-- Aim of the exercise --
Within the entries below, find the portion that opens with the line containing "trace(street, '#555c60', 17);" and closes with the line containing "for (const [x, y]". Retype that portion exactly and only.

Items from a dataset:
• • •

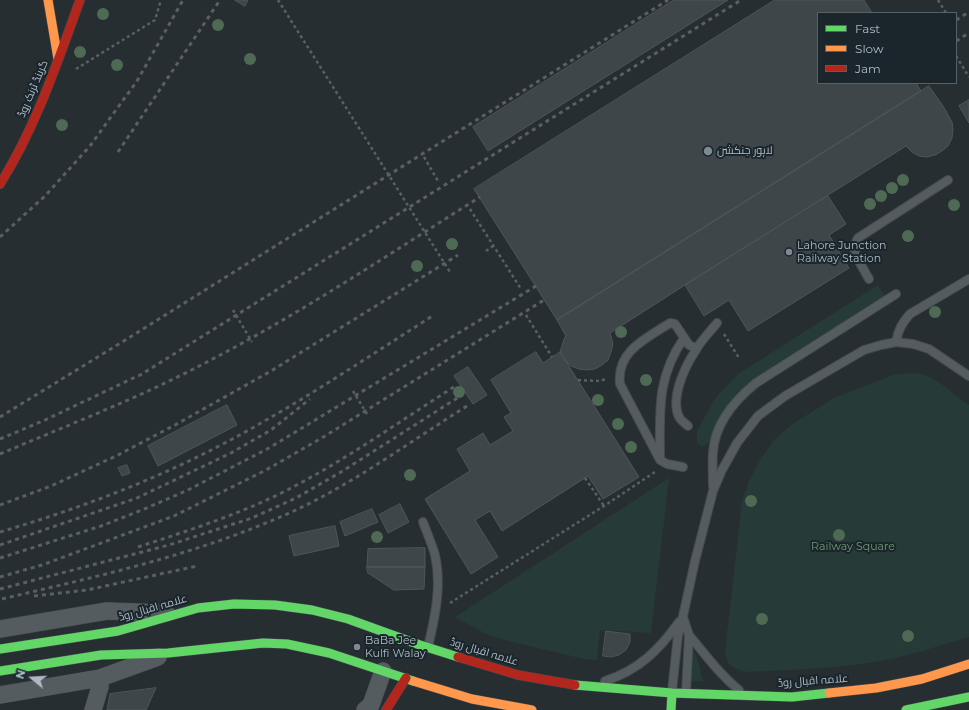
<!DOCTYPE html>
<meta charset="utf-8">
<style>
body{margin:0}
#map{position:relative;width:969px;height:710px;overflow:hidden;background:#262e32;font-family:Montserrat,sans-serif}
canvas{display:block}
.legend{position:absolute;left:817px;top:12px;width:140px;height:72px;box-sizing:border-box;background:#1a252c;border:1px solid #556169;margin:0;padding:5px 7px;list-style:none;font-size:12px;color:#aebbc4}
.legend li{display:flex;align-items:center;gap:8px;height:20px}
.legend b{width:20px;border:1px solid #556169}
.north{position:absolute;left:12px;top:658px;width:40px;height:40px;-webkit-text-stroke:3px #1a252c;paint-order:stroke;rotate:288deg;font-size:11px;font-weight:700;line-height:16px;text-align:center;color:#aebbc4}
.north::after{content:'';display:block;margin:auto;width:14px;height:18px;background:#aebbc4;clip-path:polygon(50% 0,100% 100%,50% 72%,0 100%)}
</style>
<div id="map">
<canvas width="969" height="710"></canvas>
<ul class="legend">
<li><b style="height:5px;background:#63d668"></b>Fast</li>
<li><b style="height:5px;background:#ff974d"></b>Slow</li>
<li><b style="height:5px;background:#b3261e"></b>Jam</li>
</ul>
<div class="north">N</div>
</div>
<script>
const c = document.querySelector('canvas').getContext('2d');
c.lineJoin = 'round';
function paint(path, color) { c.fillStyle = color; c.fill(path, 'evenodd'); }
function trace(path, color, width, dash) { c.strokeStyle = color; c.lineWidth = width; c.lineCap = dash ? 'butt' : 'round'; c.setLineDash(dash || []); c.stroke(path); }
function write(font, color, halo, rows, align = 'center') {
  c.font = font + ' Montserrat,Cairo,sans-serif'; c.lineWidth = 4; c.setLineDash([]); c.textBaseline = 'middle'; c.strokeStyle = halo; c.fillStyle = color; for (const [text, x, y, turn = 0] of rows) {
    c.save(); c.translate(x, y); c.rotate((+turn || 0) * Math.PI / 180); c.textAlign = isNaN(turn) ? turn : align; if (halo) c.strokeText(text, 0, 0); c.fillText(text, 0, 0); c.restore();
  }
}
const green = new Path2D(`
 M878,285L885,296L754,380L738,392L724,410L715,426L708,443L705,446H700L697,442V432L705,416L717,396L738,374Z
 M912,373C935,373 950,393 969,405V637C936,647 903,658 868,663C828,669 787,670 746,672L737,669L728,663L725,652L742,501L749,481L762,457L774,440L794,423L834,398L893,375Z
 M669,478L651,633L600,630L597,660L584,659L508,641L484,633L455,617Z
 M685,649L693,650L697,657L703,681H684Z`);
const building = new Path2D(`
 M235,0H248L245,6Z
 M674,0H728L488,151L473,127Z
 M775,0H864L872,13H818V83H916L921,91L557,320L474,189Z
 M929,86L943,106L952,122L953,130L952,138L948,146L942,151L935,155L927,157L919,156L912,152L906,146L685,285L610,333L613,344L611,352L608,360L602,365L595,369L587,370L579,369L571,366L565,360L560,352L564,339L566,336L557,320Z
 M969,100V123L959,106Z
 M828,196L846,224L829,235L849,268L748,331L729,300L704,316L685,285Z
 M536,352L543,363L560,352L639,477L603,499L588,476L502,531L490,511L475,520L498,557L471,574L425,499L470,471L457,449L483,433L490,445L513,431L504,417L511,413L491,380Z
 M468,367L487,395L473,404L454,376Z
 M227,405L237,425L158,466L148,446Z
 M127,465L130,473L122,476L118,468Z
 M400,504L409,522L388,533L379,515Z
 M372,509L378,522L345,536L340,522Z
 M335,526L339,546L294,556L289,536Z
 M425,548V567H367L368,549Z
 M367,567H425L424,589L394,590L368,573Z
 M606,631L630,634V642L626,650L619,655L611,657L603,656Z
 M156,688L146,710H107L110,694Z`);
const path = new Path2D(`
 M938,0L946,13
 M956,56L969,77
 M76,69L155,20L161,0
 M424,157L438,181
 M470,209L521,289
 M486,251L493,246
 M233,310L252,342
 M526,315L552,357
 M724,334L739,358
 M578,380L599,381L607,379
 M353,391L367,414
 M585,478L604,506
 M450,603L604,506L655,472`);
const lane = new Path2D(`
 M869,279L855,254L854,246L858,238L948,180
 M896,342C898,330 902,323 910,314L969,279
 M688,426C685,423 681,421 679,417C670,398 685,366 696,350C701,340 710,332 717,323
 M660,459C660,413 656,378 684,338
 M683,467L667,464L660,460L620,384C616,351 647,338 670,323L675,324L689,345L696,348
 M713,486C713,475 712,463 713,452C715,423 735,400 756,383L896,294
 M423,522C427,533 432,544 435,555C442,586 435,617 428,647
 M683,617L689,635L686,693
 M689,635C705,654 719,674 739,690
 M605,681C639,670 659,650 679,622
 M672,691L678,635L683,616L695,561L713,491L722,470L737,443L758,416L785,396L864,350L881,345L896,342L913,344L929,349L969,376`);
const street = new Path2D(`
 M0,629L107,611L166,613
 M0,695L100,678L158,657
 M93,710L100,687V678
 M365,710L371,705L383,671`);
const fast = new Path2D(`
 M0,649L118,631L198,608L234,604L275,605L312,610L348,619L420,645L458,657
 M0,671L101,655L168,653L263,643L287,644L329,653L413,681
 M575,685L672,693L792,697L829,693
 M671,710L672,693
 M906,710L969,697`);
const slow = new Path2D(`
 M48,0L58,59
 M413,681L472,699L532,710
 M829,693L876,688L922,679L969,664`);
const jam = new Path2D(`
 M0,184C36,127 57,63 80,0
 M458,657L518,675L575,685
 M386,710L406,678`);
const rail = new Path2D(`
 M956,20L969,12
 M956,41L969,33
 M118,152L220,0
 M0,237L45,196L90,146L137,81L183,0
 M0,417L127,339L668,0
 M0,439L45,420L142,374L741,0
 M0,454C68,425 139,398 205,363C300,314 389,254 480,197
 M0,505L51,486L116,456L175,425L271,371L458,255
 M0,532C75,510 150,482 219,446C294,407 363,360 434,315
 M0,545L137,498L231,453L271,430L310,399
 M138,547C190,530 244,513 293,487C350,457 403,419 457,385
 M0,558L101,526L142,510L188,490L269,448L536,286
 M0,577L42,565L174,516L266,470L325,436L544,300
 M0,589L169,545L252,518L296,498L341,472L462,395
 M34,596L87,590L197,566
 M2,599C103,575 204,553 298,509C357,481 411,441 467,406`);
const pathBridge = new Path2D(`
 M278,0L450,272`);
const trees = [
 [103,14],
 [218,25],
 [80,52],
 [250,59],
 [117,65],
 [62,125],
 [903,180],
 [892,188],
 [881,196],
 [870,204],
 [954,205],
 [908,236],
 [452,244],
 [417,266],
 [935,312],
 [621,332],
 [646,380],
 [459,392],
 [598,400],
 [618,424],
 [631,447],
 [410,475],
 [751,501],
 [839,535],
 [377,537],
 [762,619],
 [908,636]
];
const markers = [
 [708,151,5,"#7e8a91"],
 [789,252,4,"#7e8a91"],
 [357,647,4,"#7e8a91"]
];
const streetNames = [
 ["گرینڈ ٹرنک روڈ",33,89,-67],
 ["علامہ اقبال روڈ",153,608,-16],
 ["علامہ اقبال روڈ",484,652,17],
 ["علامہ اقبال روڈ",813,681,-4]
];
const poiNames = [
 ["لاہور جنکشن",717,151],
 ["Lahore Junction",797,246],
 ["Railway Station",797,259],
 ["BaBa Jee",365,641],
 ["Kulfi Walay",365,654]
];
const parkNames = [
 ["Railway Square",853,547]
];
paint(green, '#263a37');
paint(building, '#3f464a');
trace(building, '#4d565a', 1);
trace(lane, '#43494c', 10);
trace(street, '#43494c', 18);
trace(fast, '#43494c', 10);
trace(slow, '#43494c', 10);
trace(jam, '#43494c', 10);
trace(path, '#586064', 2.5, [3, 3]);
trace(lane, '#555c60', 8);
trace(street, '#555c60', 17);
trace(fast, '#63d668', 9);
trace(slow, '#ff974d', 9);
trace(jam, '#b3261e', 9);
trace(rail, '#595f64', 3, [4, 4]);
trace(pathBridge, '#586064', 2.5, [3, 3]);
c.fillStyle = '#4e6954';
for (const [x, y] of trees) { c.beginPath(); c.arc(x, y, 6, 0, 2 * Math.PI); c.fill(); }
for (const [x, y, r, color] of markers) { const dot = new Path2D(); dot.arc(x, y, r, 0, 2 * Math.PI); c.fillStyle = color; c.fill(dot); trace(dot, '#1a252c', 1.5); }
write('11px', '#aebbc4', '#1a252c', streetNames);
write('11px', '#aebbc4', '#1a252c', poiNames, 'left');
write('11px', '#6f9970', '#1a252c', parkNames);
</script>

• • •

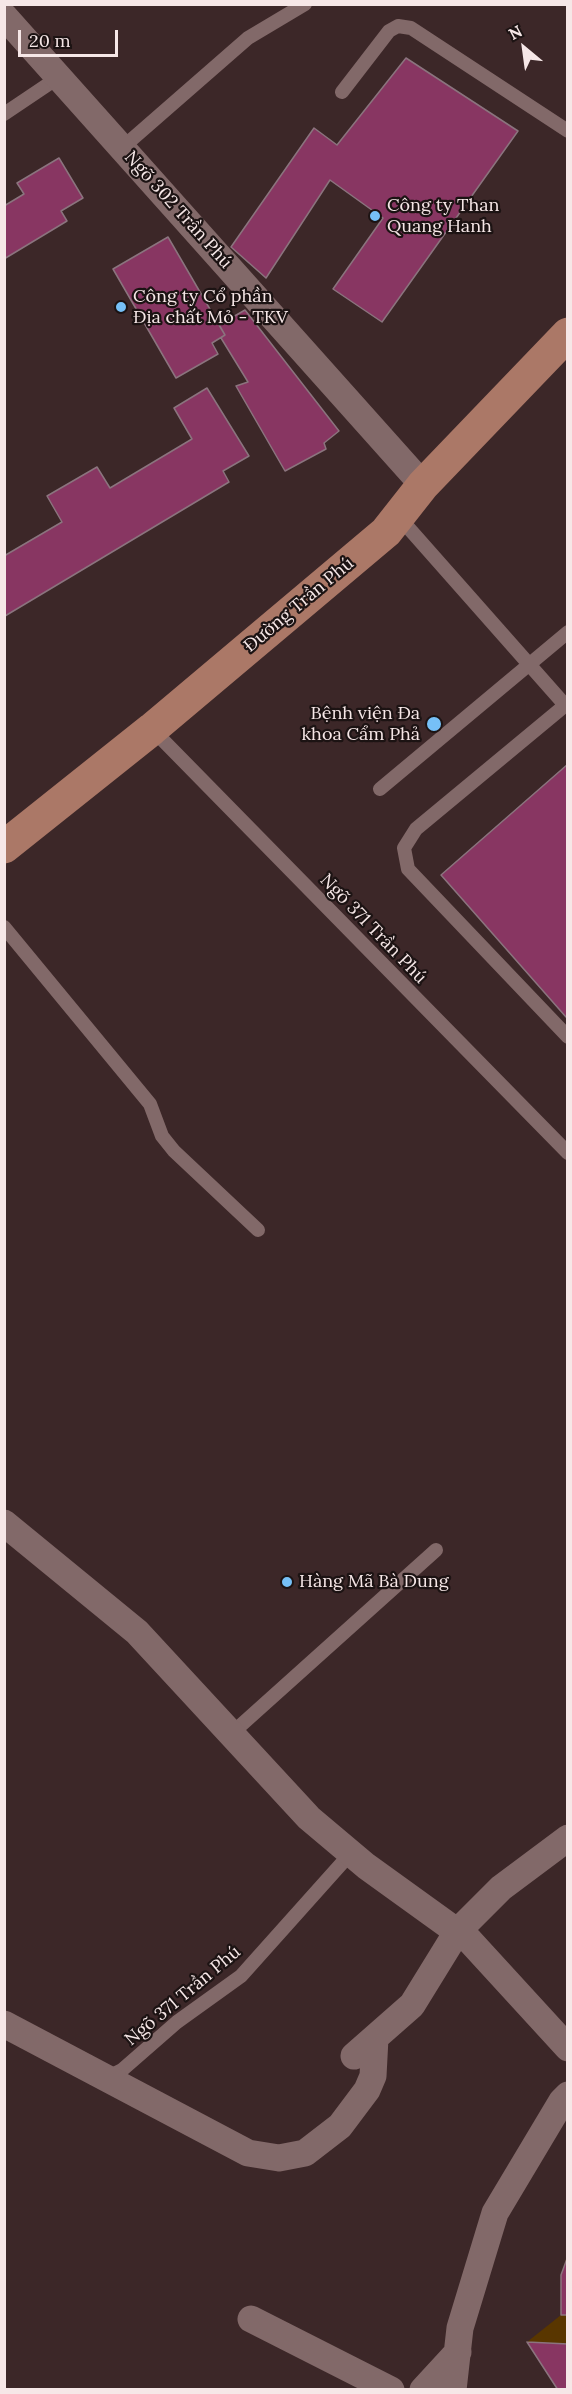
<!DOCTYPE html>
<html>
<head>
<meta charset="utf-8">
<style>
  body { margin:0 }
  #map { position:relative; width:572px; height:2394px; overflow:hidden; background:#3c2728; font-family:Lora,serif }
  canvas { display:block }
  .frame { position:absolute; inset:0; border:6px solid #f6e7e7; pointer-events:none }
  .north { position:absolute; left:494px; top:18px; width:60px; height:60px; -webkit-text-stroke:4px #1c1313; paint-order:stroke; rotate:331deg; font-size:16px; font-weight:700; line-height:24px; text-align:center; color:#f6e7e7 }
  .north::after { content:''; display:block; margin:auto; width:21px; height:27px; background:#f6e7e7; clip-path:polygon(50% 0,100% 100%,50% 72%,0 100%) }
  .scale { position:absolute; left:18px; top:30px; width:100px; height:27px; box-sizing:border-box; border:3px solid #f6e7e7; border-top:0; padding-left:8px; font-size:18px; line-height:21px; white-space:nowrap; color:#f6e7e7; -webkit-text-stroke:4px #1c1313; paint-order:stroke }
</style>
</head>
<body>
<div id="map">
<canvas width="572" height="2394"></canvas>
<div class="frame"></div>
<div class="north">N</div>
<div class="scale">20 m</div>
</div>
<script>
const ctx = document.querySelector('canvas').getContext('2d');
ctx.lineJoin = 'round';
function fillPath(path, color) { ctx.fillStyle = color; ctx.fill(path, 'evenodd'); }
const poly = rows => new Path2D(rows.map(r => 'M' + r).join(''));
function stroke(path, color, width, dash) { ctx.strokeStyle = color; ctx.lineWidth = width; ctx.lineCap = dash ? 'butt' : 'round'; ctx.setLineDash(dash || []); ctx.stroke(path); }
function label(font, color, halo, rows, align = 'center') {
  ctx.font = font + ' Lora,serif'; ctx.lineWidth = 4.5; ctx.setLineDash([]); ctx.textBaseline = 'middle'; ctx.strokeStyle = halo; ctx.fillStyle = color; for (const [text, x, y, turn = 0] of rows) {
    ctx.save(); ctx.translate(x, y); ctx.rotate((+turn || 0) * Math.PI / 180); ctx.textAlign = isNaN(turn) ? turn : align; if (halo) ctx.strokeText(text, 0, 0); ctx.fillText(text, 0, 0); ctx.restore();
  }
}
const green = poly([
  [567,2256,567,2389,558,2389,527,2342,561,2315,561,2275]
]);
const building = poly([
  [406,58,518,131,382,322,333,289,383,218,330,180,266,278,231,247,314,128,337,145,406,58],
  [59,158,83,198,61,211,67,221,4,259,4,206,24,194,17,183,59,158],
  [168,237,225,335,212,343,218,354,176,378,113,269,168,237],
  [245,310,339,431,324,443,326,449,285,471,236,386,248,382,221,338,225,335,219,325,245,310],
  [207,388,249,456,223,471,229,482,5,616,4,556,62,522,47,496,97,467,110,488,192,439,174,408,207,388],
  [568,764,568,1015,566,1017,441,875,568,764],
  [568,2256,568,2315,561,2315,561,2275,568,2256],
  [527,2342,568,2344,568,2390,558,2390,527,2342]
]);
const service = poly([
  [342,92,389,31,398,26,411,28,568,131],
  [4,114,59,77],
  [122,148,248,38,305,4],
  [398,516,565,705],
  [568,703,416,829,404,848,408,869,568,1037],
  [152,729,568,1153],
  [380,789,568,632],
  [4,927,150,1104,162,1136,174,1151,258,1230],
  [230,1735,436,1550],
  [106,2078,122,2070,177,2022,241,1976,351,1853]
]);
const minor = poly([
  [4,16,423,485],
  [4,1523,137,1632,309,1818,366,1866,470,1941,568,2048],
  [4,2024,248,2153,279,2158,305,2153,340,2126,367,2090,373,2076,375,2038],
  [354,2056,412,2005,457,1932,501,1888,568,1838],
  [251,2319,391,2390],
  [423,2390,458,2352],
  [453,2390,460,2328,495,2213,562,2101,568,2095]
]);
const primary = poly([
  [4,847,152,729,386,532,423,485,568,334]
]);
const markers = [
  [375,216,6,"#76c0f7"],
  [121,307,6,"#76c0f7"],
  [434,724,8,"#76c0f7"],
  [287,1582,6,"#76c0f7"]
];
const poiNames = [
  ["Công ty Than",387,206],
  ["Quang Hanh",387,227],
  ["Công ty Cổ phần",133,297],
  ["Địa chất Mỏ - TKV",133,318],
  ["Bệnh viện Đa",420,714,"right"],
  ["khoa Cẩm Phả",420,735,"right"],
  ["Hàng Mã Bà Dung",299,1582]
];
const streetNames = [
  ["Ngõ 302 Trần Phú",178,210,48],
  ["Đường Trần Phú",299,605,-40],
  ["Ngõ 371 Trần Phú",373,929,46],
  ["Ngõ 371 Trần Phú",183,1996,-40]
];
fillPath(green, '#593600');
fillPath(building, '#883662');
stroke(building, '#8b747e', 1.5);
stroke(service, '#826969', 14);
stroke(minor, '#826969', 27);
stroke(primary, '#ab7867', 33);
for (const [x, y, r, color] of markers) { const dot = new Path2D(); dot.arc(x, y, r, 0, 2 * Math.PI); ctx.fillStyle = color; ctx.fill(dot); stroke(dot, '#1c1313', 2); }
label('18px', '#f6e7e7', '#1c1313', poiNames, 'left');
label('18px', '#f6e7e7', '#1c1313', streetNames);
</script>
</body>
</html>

• • •

-- Expected output --
trace(street, '#555c60', 17);
trace(fast, '#63d668', 9);
trace(slow, '#ff974d', 9);
trace(jam, '#b3261e', 9);
trace(rail, '#595f64', 3, [4, 4]);
trace(pathBridge, '#586064', 2.5, [3, 3]);
c.fillStyle = '#4e6954';
for (const [x, y] of trees) { c.beginPath(); c.arc(x, y, 6, 0, 2 * Math.PI); c.fill(); }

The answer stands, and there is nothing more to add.